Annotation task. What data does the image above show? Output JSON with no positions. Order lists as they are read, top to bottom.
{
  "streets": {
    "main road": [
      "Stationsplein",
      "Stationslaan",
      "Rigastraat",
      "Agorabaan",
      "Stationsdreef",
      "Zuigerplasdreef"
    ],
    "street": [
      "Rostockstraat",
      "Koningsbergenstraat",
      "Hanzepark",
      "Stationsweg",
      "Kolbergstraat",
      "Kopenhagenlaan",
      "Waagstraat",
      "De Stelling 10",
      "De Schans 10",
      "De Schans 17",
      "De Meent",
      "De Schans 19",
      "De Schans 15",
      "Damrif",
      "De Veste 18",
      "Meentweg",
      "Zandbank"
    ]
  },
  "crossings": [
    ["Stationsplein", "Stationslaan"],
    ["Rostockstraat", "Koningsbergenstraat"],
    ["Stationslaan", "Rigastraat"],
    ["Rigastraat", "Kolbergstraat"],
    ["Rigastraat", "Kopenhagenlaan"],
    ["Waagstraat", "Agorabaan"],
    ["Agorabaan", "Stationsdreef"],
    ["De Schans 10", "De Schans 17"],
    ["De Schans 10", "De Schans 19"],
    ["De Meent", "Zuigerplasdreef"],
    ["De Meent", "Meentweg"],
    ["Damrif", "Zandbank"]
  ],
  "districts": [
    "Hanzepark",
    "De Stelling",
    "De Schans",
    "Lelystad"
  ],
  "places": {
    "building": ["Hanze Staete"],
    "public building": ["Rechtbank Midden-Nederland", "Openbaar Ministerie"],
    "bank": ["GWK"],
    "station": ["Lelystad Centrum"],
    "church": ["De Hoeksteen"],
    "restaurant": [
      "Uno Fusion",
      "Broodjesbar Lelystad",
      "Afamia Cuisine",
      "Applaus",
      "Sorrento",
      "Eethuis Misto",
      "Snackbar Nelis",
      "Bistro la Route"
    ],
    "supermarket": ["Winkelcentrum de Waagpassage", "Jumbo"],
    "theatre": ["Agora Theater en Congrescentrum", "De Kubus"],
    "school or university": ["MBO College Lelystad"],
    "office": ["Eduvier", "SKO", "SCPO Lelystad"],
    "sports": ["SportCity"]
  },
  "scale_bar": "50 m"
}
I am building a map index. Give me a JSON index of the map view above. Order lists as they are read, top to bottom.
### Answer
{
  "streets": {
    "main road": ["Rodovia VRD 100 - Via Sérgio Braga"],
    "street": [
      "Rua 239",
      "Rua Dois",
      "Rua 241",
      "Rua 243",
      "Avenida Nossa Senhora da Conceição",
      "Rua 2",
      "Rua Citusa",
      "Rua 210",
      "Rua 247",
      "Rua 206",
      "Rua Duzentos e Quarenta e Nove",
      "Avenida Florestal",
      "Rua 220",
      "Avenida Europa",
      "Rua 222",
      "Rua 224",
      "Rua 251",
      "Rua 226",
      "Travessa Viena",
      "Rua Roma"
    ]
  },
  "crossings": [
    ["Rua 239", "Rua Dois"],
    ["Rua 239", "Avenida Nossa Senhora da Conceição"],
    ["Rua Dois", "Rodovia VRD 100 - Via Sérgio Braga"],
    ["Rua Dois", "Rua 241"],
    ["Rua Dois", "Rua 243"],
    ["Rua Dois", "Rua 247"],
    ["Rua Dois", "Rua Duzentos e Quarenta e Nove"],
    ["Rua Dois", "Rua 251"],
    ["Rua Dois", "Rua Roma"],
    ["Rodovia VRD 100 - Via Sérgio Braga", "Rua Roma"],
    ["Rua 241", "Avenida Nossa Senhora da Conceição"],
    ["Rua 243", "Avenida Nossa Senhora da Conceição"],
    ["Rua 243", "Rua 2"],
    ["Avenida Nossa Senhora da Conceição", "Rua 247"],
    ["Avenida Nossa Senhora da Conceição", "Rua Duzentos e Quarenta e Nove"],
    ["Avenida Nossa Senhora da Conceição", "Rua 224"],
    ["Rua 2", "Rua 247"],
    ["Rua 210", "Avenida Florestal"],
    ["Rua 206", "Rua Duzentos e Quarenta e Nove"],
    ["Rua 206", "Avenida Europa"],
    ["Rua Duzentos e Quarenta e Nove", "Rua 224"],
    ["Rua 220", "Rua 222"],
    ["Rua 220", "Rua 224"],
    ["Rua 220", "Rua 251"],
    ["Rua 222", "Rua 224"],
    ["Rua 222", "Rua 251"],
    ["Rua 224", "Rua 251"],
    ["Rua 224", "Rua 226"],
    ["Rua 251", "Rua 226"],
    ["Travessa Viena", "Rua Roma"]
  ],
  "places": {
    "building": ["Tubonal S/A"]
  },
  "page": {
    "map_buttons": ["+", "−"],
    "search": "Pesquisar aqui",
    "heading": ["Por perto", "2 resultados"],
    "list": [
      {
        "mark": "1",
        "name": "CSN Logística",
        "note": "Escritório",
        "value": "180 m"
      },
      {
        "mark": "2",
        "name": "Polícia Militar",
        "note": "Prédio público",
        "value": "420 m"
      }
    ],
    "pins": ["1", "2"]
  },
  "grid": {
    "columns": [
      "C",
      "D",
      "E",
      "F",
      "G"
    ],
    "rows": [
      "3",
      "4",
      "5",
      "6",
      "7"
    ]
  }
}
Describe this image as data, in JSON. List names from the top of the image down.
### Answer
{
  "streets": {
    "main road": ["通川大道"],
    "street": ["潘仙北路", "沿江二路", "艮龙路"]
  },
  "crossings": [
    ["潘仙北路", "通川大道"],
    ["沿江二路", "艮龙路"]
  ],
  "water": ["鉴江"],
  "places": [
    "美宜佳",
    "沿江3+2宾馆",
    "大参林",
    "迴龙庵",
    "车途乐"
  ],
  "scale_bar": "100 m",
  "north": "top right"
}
|---|
_Problem to work on:_ Everything in the listing must be reproduced exactly; please include every line.

_Result for this task:_
Annotation task. What data does the image above show? Output JSON with no positions. Order lists as they are read, top to bottom.
{
  "streets": {
    "main road": [
      "Stationsplein",
      "Stationslaan",
      "Rigastraat",
      "Agorabaan",
      "Stationsdreef",
      "Zuigerplasdreef"
    ],
    "street": [
      "Rostockstraat",
      "Koningsbergenstraat",
      "Hanzepark",
      "Stationsweg",
      "Kolbergstraat",
      "Kopenhagenlaan",
      "Waagstraat",
      "De Stelling 10",
      "De Schans 10",
      "De Schans 17",
      "De Meent",
      "De Schans 19",
      "De Schans 15",
      "Damrif",
      "De Veste 18",
      "Meentweg",
      "Zandbank"
    ]
  },
  "crossings": [
    ["Stationsplein", "Stationslaan"],
    ["Rostockstraat", "Koningsbergenstraat"],
    ["Stationslaan", "Rigastraat"],
    ["Rigastraat", "Kolbergstraat"],
    ["Rigastraat", "Kopenhagenlaan"],
    ["Waagstraat", "Agorabaan"],
    ["Agorabaan", "Stationsdreef"],
    ["De Schans 10", "De Schans 17"],
    ["De Schans 10", "De Schans 19"],
    ["De Meent", "Zuigerplasdreef"],
    ["De Meent", "Meentweg"],
    ["Damrif", "Zandbank"]
  ],
  "districts": [
    "Hanzepark",
    "De Stelling",
    "De Schans",
    "Lelystad"
  ],
  "places": {
    "building": ["Hanze Staete"],
    "public building": ["Rechtbank Midden-Nederland", "Openbaar Ministerie"],
    "bank": ["GWK"],
    "station": ["Lelystad Centrum"],
    "church": ["De Hoeksteen"],
    "restaurant": [
      "Uno Fusion",
      "Broodjesbar Lelystad",
      "Afamia Cuisine",
      "Applaus",
      "Sorrento",
      "Eethuis Misto",
      "Snackbar Nelis",
      "Bistro la Route"
    ],
    "supermarket": ["Winkelcentrum de Waagpassage", "Jumbo"],
    "theatre": ["Agora Theater en Congrescentrum", "De Kubus"],
    "school or university": ["MBO College Lelystad"],
    "office": ["Eduvier", "SKO", "SCPO Lelystad"],
    "sports": ["SportCity"]
  },
  "scale_bar": "50 m"
}
I am building a map index. Give me a JSON index of the map view above. Order lists as they are read, top to bottom.
### Answer
{
  "streets": {
    "main road": ["Rodovia VRD 100 - Via Sérgio Braga"],
    "street": [
      "Rua 239",
      "Rua Dois",
      "Rua 241",
      "Rua 243",
      "Avenida Nossa Senhora da Conceição",
      "Rua 2",
      "Rua Citusa",
      "Rua 210",
      "Rua 247",
      "Rua 206",
      "Rua Duzentos e Quarenta e Nove",
      "Avenida Florestal",
      "Rua 220",
      "Avenida Europa",
      "Rua 222",
      "Rua 224",
      "Rua 251",
      "Rua 226",
      "Travessa Viena",
      "Rua Roma"
    ]
  },
  "crossings": [
    ["Rua 239", "Rua Dois"],
    ["Rua 239", "Avenida Nossa Senhora da Conceição"],
    ["Rua Dois", "Rodovia VRD 100 - Via Sérgio Braga"],
    ["Rua Dois", "Rua 241"],
    ["Rua Dois", "Rua 243"],
    ["Rua Dois", "Rua 247"],
    ["Rua Dois", "Rua Duzentos e Quarenta e Nove"],
    ["Rua Dois", "Rua 251"],
    ["Rua Dois", "Rua Roma"],
    ["Rodovia VRD 100 - Via Sérgio Braga", "Rua Roma"],
    ["Rua 241", "Avenida Nossa Senhora da Conceição"],
    ["Rua 243", "Avenida Nossa Senhora da Conceição"],
    ["Rua 243", "Rua 2"],
    ["Avenida Nossa Senhora da Conceição", "Rua 247"],
    ["Avenida Nossa Senhora da Conceição", "Rua Duzentos e Quarenta e Nove"],
    ["Avenida Nossa Senhora da Conceição", "Rua 224"],
    ["Rua 2", "Rua 247"],
    ["Rua 210", "Avenida Florestal"],
    ["Rua 206", "Rua Duzentos e Quarenta e Nove"],
    ["Rua 206", "Avenida Europa"],
    ["Rua Duzentos e Quarenta e Nove", "Rua 224"],
    ["Rua 220", "Rua 222"],
    ["Rua 220", "Rua 224"],
    ["Rua 220", "Rua 251"],
    ["Rua 222", "Rua 224"],
    ["Rua 222", "Rua 251"],
    ["Rua 224", "Rua 251"],
    ["Rua 224", "Rua 226"],
    ["Rua 251", "Rua 226"],
    ["Travessa Viena", "Rua Roma"]
  ],
  "places": {
    "building": ["Tubonal S/A"]
  },
  "page": {
    "map_buttons": ["+", "−"],
    "search": "Pesquisar aqui",
    "heading": ["Por perto", "2 resultados"],
    "list": [
      {
        "mark": "1",
        "name": "CSN Logística",
        "note": "Escritório",
        "value": "180 m"
      },
      {
        "mark": "2",
        "name": "Polícia Militar",
        "note": "Prédio público",
        "value": "420 m"
      }
    ],
    "pins": ["1", "2"]
  },
  "grid": {
    "columns": [
      "C",
      "D",
      "E",
      "F",
      "G"
    ],
    "rows": [
      "3",
      "4",
      "5",
      "6",
      "7"
    ]
  }
}
Describe this image as data, in JSON. List names from the top of the image down.
### Answer
{
  "streets": {
    "main road": ["通川大道"],
    "street": ["潘仙北路", "沿江二路", "艮龙路"]
  },
  "crossings": [
    ["潘仙北路", "通川大道"],
    ["沿江二路", "艮龙路"]
  ],
  "water": ["鉴江"],
  "places": [
    "美宜佳",
    "沿江3+2宾馆",
    "大参林",
    "迴龙庵",
    "车途乐"
  ],
  "scale_bar": "100 m",
  "north": "top right"
}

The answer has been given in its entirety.